1978 war ich an meiner ersten großen politischen Aktion beteiligt. Damals sollte in Österreich das erste Atomkraftwerk ans Netz gehen. Doch es gab im Land überraschenden Widerspruch. Für Menschen aus den fortschrittlichen wie auch aus den konservativen Teilen der Gesellschaft war die Atomkraft zu einem Symbol für eine Industrie geworden, die in eine grundlegend problematische Richtung ging. Sie stand für eine Entwicklung, die in Kauf nahm, für scheinbar billigen Strom unvorhersehbare gesundheitliche Risiken für viele Generationen in Kauf zu nehmen. War das noch eine Industrie, die für uns Menschen da war? Eine ganze Generation entdeckte die Ökologie. Denkprozesse, die damals anfingen, stellen sich vielleicht heute mit einer Dringlichkeit dar, die wir damals noch nicht ahnten. Können wir Entscheidungen verantworten, deren Folgen unsere Enkel tragen? Damals in Österreich gelang es den Gegnern der Atomkraft, eine Volksabstimmung über das bereits gebaute AKW Zwentendorf durchzusetzen. Viele, auch wir jungen Menschen, waren über Monate auf der Straße und diskutierten über die Risiken und darüber, welche Industrie und welche Gesellschaft wir wollten. Was niemand erwartet hatte, geschah: Am 5. November 1978 stimmten die Menschen in Österreich mit knapper Mehrheit gegen die Atomtechnologie. Das AKW Zwentendorf wurde noch vor seiner Inbetriebnahme zu einem Museum einer veralteten Technologie. Viele von uns empfanden diese Volksabstimmung als eine Zeitenwende. Wir träumten von Wind- und Sonnenenergie und von einer neuen, ökologischen Gesellschaft. Doch der Zeitgeist wehte vorerst in eine andere Richtung als unsere jungen Träume.

 

30 Jahre Umbruch

In den letzten dreißig Jahren standen wir immer wieder vor überraschenden globalen Veränderungen, die uns jeweils neu über unsere Gesellschaft nachdenken ließen. All diese Umbrüche haben unser Verständnis von Geschichte und Gesellschaft nachhaltig geprägt. Das neue Wort, das die 80er Jahre beflügelte, hieß Neoliberalismus. Es stand damals für die Politik von Ronald Reagan und Magaret Thatcher. Ihre Politik war der Anfang einer neuen, radikal markt- und wirtschaftsorientierten Politik. Der nächste Einschnitt in die gesellschaftliche Entwicklung war das Jahr 1989, der Zusammenbruch des kommunistischen Ostblocks in Europa. Es war eine Zeit des Zusammenbruchs der Ideologien. Einer der wirklichen Helden des historischen Umbruchs in Europa war Václav Havel. Der tschechische Dichter und Dissident wurde über Nacht zum Präsidenten der jungen tschechischen Demokratie. Der tiefe, aber auch skeptische Humanismus dieses Dichterpräsidenten versprach eine neue menschliche Dimension in der Politik: „Die Tragik des modernen Menschen ist nicht, dass er immer weniger über den Sinn des eigenen Lebens weiß, sondern dass ihn das immer weniger stört.“ Hier sprach jemand, dem die existenzielle Dimension unseres gesellschaftlichen Zusammenlebens nicht fremd war. Václav Havel war wie ein Versprechen für eine neue Politik, in der die Menschen in ihrer Verletzlichkeit, in ihrer Freiheit und ihrer Eigenverantwortlichkeit im Mittelpunkt standen.

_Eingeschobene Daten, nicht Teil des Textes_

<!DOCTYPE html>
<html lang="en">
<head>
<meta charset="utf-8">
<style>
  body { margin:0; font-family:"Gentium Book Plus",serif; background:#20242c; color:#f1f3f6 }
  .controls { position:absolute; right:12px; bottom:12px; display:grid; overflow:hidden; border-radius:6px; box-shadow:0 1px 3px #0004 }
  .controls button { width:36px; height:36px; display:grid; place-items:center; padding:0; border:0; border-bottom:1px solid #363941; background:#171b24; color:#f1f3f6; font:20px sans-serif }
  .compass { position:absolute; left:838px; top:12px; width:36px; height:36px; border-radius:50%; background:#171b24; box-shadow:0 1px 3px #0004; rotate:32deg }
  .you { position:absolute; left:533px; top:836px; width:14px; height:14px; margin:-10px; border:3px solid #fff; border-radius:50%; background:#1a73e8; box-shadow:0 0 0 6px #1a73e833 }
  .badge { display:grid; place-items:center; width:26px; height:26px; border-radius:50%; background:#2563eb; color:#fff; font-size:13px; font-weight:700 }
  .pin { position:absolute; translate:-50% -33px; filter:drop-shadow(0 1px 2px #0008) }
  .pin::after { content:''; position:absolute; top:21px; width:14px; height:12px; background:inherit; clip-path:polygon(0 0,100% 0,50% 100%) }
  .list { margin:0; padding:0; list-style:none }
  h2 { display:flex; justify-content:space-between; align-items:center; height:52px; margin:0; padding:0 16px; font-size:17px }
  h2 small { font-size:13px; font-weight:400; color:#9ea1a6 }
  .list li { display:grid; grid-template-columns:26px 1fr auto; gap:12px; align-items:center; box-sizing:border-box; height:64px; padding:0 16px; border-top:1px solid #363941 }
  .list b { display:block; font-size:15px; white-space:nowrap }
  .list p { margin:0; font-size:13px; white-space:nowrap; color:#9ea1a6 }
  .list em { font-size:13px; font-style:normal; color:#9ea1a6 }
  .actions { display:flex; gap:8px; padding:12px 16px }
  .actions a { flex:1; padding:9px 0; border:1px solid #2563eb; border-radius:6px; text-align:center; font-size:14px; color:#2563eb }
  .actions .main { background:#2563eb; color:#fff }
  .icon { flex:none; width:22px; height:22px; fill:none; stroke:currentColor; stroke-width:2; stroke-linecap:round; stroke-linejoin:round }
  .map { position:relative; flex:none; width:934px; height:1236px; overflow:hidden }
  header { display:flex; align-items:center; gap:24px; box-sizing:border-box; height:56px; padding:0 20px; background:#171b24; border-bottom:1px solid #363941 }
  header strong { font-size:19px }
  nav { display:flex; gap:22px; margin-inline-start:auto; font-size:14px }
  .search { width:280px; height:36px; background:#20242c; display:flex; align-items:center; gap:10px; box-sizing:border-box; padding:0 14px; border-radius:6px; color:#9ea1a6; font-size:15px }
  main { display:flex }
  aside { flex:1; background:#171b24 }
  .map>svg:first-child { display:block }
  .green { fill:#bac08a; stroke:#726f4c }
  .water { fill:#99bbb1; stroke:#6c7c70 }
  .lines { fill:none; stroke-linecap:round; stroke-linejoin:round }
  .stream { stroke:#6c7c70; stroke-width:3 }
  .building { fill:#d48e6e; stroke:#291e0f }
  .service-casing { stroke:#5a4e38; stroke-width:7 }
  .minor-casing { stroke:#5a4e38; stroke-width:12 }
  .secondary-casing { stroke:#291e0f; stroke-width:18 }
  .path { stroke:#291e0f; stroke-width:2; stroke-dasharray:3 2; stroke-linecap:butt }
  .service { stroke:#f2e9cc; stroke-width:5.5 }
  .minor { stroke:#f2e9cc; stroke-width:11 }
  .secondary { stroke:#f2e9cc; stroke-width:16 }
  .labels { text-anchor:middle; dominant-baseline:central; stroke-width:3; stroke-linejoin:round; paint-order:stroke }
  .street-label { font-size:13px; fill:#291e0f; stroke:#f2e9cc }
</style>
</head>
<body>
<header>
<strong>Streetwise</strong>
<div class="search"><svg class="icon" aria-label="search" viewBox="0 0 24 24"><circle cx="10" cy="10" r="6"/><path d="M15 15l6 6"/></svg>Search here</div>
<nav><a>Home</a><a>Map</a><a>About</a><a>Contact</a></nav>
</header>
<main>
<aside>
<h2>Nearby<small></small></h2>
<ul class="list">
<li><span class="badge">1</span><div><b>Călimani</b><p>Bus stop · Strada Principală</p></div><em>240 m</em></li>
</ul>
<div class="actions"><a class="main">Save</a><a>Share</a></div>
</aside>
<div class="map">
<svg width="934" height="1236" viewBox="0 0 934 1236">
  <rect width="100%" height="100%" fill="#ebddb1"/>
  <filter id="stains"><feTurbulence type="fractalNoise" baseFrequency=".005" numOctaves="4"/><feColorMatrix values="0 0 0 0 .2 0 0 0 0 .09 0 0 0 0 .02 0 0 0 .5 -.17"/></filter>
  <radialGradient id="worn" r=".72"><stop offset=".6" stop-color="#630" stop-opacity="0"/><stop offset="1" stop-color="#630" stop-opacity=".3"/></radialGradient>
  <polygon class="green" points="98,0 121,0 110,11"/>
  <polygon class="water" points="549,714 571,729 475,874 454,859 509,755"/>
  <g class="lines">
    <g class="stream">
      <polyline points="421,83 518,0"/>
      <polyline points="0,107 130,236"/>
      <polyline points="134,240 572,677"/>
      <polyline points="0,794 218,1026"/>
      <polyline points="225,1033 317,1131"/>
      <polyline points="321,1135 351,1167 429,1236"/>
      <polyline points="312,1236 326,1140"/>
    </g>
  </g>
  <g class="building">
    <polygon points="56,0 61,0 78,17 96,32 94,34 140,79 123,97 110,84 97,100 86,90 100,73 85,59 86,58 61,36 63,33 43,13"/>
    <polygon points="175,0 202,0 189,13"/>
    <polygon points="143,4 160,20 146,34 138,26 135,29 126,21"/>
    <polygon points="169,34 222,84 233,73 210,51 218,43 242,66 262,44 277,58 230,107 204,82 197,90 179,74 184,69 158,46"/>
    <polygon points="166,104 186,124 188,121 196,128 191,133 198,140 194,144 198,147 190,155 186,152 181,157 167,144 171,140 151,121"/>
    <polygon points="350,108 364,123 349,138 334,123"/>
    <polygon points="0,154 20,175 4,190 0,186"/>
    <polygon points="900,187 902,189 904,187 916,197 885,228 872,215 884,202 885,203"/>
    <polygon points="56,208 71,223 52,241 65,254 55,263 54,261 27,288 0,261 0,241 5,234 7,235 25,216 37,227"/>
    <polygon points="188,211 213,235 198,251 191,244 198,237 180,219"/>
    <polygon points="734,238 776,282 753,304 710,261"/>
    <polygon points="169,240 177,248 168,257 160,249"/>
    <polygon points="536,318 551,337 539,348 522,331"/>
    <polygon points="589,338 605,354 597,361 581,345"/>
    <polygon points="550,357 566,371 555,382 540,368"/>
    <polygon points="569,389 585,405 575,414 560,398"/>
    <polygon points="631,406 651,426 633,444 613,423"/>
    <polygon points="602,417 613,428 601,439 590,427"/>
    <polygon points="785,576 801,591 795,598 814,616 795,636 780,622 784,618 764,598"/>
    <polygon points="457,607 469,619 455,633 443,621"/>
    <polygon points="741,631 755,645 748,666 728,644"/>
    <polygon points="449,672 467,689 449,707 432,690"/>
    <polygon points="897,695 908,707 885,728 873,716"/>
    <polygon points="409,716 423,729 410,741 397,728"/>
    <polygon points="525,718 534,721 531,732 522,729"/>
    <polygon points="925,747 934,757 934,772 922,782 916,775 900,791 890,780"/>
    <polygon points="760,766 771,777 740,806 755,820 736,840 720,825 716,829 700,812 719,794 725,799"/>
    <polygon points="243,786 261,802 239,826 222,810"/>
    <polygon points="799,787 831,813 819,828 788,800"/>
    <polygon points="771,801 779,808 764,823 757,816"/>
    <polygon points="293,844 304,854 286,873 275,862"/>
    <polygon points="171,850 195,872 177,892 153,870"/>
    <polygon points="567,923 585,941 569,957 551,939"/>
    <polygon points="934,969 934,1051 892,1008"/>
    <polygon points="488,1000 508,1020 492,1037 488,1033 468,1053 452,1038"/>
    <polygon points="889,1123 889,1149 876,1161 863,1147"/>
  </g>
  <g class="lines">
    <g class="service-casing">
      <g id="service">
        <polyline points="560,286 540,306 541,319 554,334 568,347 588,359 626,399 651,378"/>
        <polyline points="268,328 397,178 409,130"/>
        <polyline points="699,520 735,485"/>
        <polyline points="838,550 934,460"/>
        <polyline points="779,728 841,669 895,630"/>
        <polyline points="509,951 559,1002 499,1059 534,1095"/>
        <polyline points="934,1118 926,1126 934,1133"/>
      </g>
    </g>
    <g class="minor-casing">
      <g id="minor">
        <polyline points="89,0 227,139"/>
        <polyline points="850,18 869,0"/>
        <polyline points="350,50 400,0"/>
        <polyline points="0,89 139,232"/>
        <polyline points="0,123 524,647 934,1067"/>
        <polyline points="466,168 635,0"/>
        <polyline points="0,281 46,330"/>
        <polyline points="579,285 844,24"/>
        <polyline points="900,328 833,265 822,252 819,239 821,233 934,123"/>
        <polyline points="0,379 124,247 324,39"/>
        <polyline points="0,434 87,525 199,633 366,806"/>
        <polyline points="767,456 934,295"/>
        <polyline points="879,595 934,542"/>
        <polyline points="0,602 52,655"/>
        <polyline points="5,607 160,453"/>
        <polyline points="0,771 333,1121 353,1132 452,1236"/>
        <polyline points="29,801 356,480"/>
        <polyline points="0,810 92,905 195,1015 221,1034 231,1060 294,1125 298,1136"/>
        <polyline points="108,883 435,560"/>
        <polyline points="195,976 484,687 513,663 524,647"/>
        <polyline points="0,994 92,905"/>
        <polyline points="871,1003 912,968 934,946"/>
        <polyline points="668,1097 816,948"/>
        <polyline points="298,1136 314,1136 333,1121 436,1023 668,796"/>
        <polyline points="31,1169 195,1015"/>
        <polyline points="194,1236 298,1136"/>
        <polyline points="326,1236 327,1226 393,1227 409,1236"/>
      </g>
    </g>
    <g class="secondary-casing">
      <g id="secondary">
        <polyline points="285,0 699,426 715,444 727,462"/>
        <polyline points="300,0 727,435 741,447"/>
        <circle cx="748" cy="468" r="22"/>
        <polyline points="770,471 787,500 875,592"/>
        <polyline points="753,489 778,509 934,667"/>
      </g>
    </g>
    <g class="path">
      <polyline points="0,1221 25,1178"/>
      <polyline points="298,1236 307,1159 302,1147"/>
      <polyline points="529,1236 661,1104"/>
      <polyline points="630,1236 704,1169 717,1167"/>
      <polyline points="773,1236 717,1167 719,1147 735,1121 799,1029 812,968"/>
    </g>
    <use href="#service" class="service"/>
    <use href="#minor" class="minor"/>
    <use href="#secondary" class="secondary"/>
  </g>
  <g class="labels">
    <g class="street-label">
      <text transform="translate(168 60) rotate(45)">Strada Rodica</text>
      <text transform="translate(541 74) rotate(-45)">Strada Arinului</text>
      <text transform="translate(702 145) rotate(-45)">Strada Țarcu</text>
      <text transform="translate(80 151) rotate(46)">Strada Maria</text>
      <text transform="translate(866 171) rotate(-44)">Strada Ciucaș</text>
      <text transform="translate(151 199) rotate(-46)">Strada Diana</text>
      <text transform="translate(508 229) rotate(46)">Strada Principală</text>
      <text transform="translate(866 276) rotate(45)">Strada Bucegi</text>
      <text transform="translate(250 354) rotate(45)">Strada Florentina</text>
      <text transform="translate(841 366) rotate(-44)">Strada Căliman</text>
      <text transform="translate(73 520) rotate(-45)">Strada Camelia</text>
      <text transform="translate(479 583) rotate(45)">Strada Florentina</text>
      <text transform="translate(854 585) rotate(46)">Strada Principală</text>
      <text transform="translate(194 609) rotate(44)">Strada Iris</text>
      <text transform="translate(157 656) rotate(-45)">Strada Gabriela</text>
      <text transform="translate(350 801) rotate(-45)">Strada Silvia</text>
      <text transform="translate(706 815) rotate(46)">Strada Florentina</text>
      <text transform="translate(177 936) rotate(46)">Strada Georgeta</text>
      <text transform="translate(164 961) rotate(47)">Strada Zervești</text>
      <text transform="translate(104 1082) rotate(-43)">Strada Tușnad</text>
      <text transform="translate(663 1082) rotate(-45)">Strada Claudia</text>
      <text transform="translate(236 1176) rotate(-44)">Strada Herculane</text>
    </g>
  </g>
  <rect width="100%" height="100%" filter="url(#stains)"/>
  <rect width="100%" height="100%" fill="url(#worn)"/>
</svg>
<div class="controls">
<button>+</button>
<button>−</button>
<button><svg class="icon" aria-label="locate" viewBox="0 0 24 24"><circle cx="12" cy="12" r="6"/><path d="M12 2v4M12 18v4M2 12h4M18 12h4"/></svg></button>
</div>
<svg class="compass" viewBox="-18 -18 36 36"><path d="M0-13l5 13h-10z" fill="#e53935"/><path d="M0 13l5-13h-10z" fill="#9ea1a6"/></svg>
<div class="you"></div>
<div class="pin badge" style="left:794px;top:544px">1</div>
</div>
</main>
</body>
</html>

Aber der Frühling in der Politik dauerte nicht lange. 2001 kam der große Schock. Im Terroranschlag auf die Twin Towers in New York und im Krieg gegen den Terror zerbrach die naive Hoffnung, das 21. Jahrhundert würde vielleicht frei von ideologischen Kriegen sein. Die Welt erlebte einen neuen globalen Konflikt. Die westliche Welt war mit einer radikalen, ja brutalen Ablehnung ihrer liberalen Werte aber auch gegenüber ihrer neoliberalen Politik konfrontiert. Die weltweite Renaissance der Religion bekam auf einmal die Form eines rückwärtsgewandten und manchmal auch erschreckenden Fundamentalismus.

2008 kam der nächste Schock: die Finanz- und Wirtschaftskrise. Sie riss die Welt in wenigen Wochen fast in den Abgrund. In Europa schwelt die globale Finanzkrise seither weiter vor sich hin und wird zum Nährboden rechtspopulistischer Bewegungen. Aber auch weltweit ist die Schuldenkrise nur vorerst mit zusätzlicher Verschuldung aufgefangen worden.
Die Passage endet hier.